Health News Digest

July 4, 2011

Implementing Information Technology In Health Care:  Real World Considerations

Computers in health care

By  Michael D. Shaw

A few months ago, this column examined the big push to computerize health care documents. Given the incredible amount of paperwork generated in this field, and the dire consequences that can arise from the human errors connected with handling paper records, this effort certainly looks right.

What’s more, the Feds are fully behind it, setting aside $19 billion in stimulus cash for health care facilities that can prove that they are a “Meaningful User” of electronic health records. However, there have always been those who doubted the “IT equals the road to perfection” mantra, which started in the 1990s.

In an oft-cited paper from ten years ago entitled “Implementing information systems in health care organizations: myths and challenges,” author Marc Berg makes some interesting points. He observes that even defining whether or not an implementation of health care IT is successful is by no means straightforward. “Success” might mean that the project came in at or below budget, or that it started up on schedule.

Moreover, the supposed benefits of implementation, which were used to sell the program in the first place (such as cost savings), may change quite a bit as it is rolled out. As Berg puts it, “Success…is a dynamic concept, not a static one.”

It is worth noting that nowhere in Berg’s 6600-plus word article did he see fit to mention how health care IT (also called Health Information Technology—abbreviated as HIT) might actually improve patient outcomes. Perhaps, that’s because sometimes HIT can hurt patient outcomes.

The Register, a large online tech publication, based in both London and San Francisco, reported in May, 2005 that “Dirty PCs fuel hospital super bugs.” As the story details:

Scientists in the US have linked the spread of the hospital super bug MRSA to a sharp increase in the use of technology in hospitals. Researchers working in hospitals have found that the deadly bacteria clings to the keys of the computer keyboards used to update patient records and therefore can re-infect the hands of staff even after they had washed their hands.

Computers quickly become magnets for airborne dust and bacteria-harboring dirt, which builds up on their internal cooling fans. The fans represent a further health hazard because of their potential to blow that same dust around a ward.

Commentators with both an IT and medical background, such as Scot M. Silverstein of Drexel University, wryly note—in response to typical news stories describing (and probably whitewashing) HIT failures—that “Health care IT outages never, but never, adversely affect patients in any manner whatsoever.” For me, this is way too similar to the standard nonsense put forth by law enforcement whereby no suspicious activity they ever encounter is related to terrorism.

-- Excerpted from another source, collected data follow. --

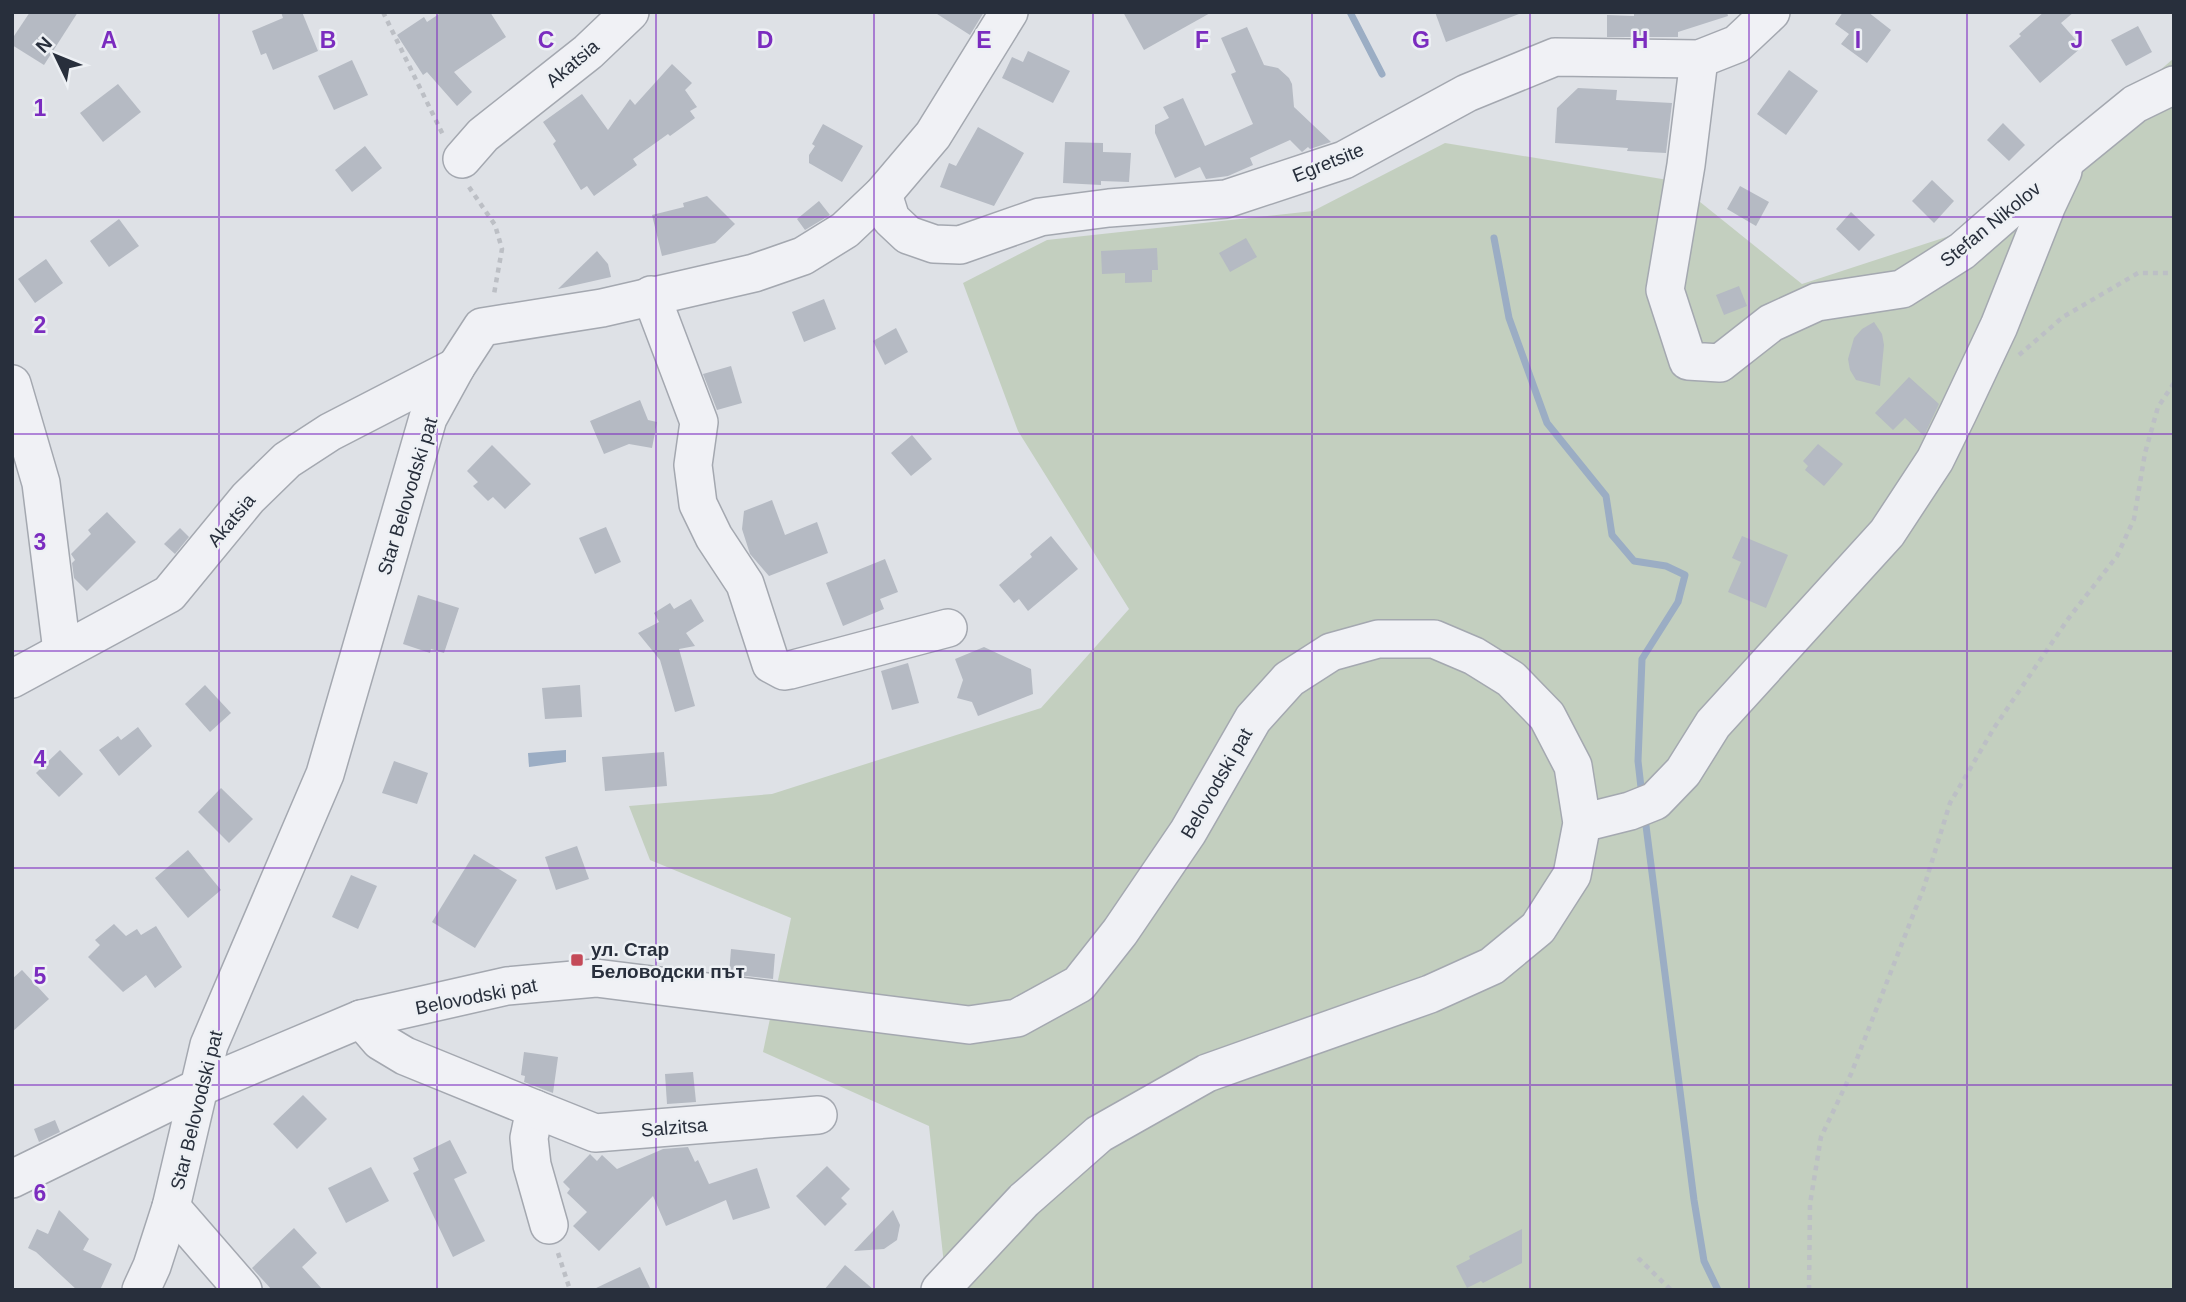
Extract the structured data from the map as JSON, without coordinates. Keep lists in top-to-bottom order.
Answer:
{
  "streets": {
    "street": [
      "Akatsia",
      "Egretsite",
      "Stefan Nikolov",
      "Star Belovodski pat",
      "Belovodski pat",
      "Salzitsa"
    ]
  },
  "crossings": [
    ["Akatsia", "Star Belovodski pat"],
    ["Egretsite", "Stefan Nikolov"],
    ["Star Belovodski pat", "Belovodski pat"],
    ["Belovodski pat", "Salzitsa"]
  ],
  "places": {
    "transit": ["ул. Стар Беловодски път"]
  },
  "north": "top left",
  "grid": {
    "columns": [
      "A",
      "B",
      "C",
      "D",
      "E",
      "F",
      "G",
      "H",
      "I",
      "J"
    ],
    "rows": [
      "1",
      "2",
      "3",
      "4",
      "5",
      "6"
    ]
  }
}
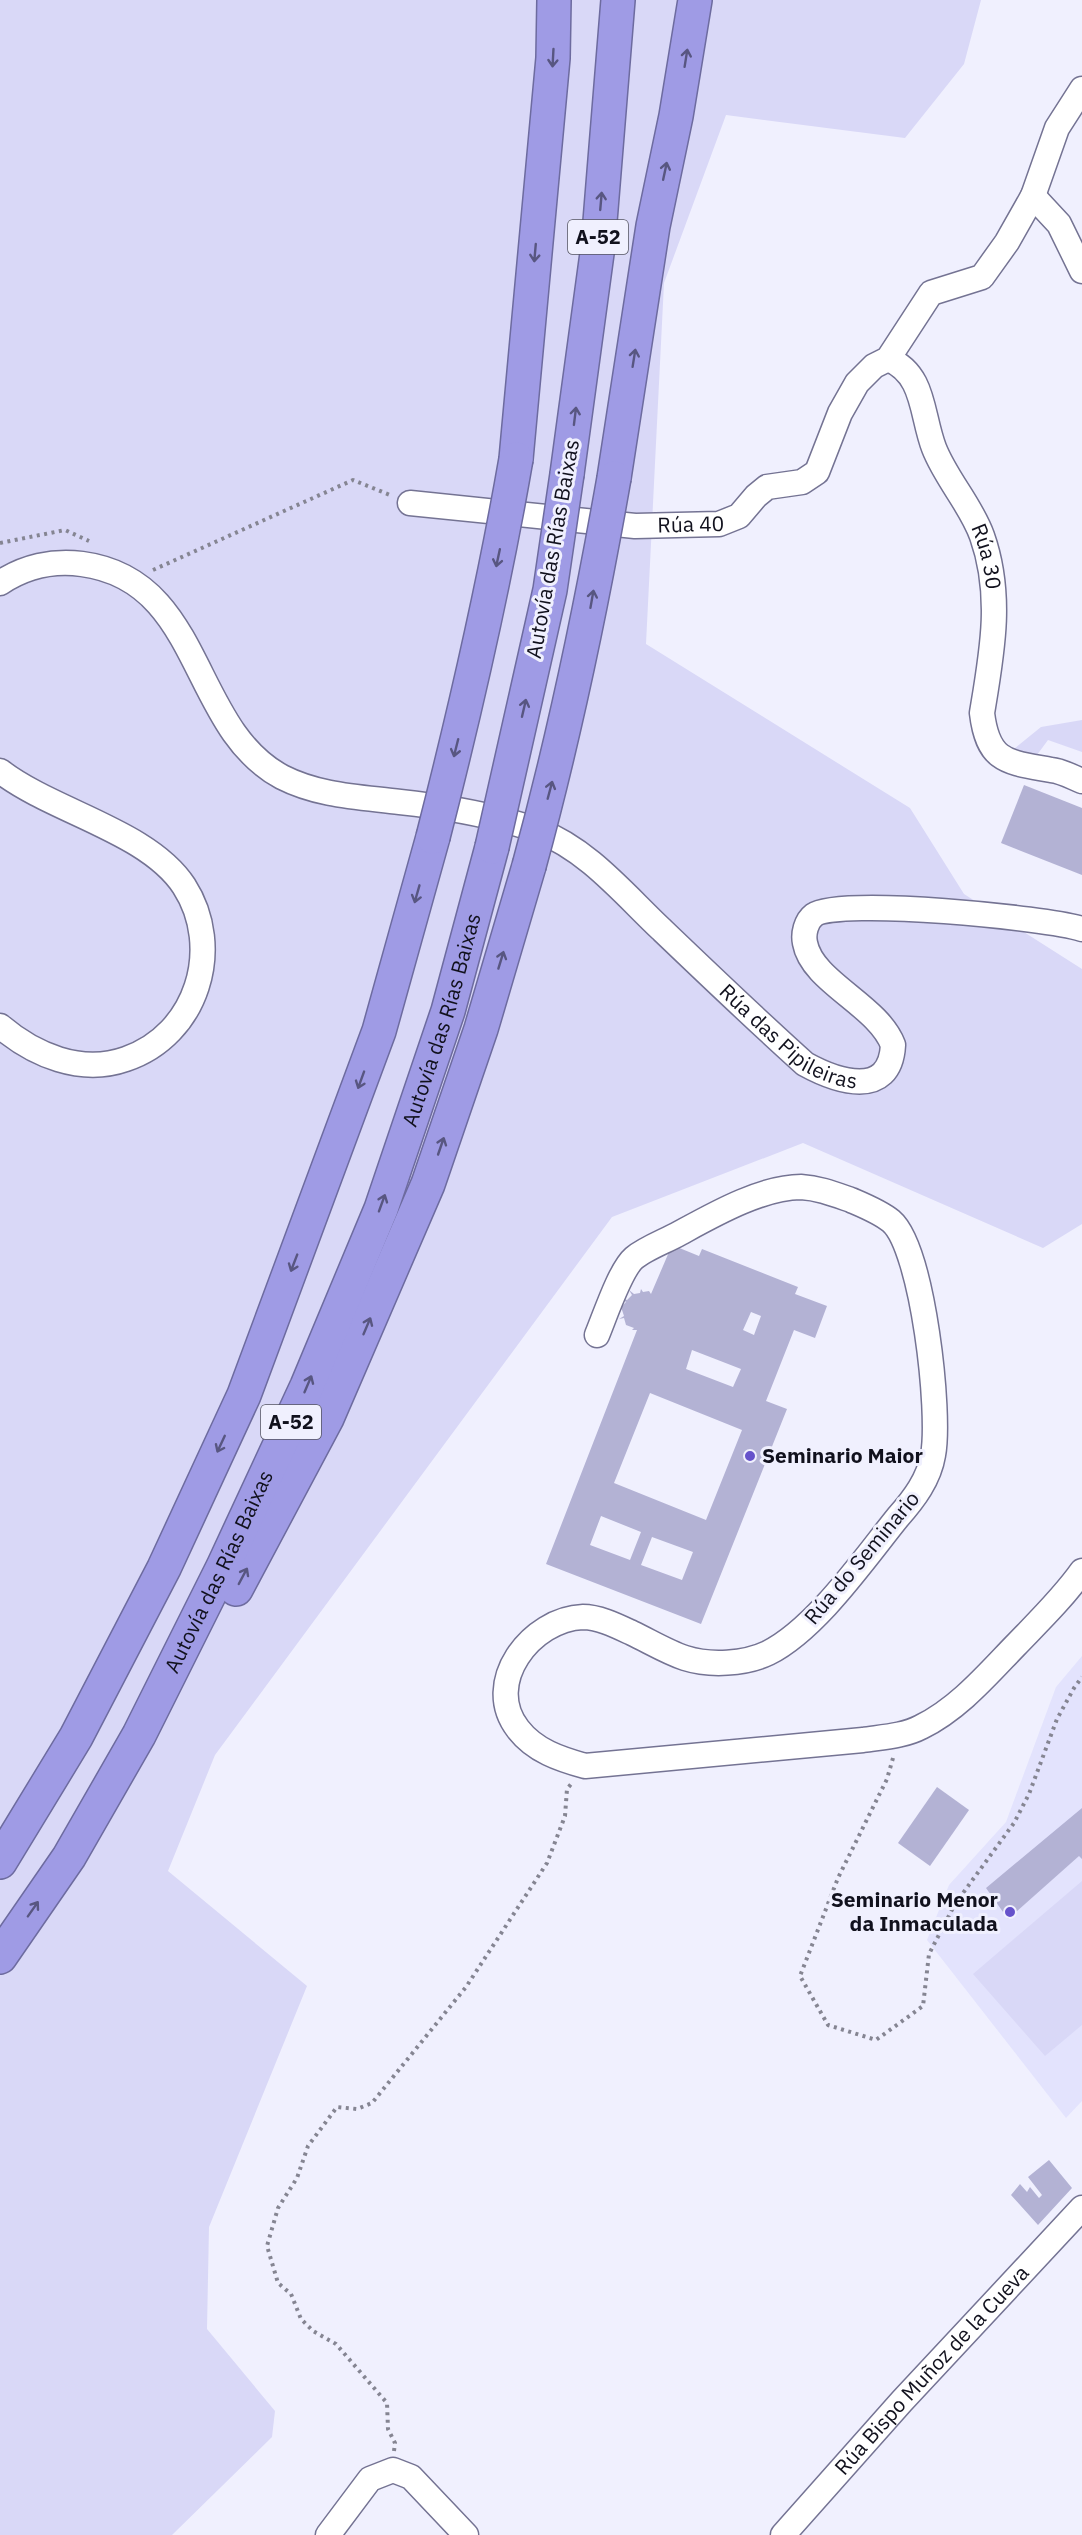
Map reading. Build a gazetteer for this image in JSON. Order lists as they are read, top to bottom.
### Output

Silverstein and his colleagues speak of turf battles between medical personnel and hospital IT departments, with the hospital administrators and medical directors frequently siding with IT, despite rather obvious detriment to patient outcomes. They identify six key areas of concern:

1.    Resistance of some clinicians to rigorous information practices that support quality and safety (which is inclusive of, but not exclusive to, IT resistance).

2.    Resistance of the clinical IT vendors to high-quality user-centered design practices.

3.    Resistance of IT personnel within delivery organizations to user-centered design practices i.e., in customizations of vendor-acquired products, or internal development of specialized systems.

4.    A belief in IT solutions by many stakeholders as a “magic bullet” or panacea – i.e., build an IT system and miracles in clinical quality, operational, compliance, and documentation improvements will occur.

5.    Financial disincentives for many providers, especially community based clinicians, to adopt clinical IT.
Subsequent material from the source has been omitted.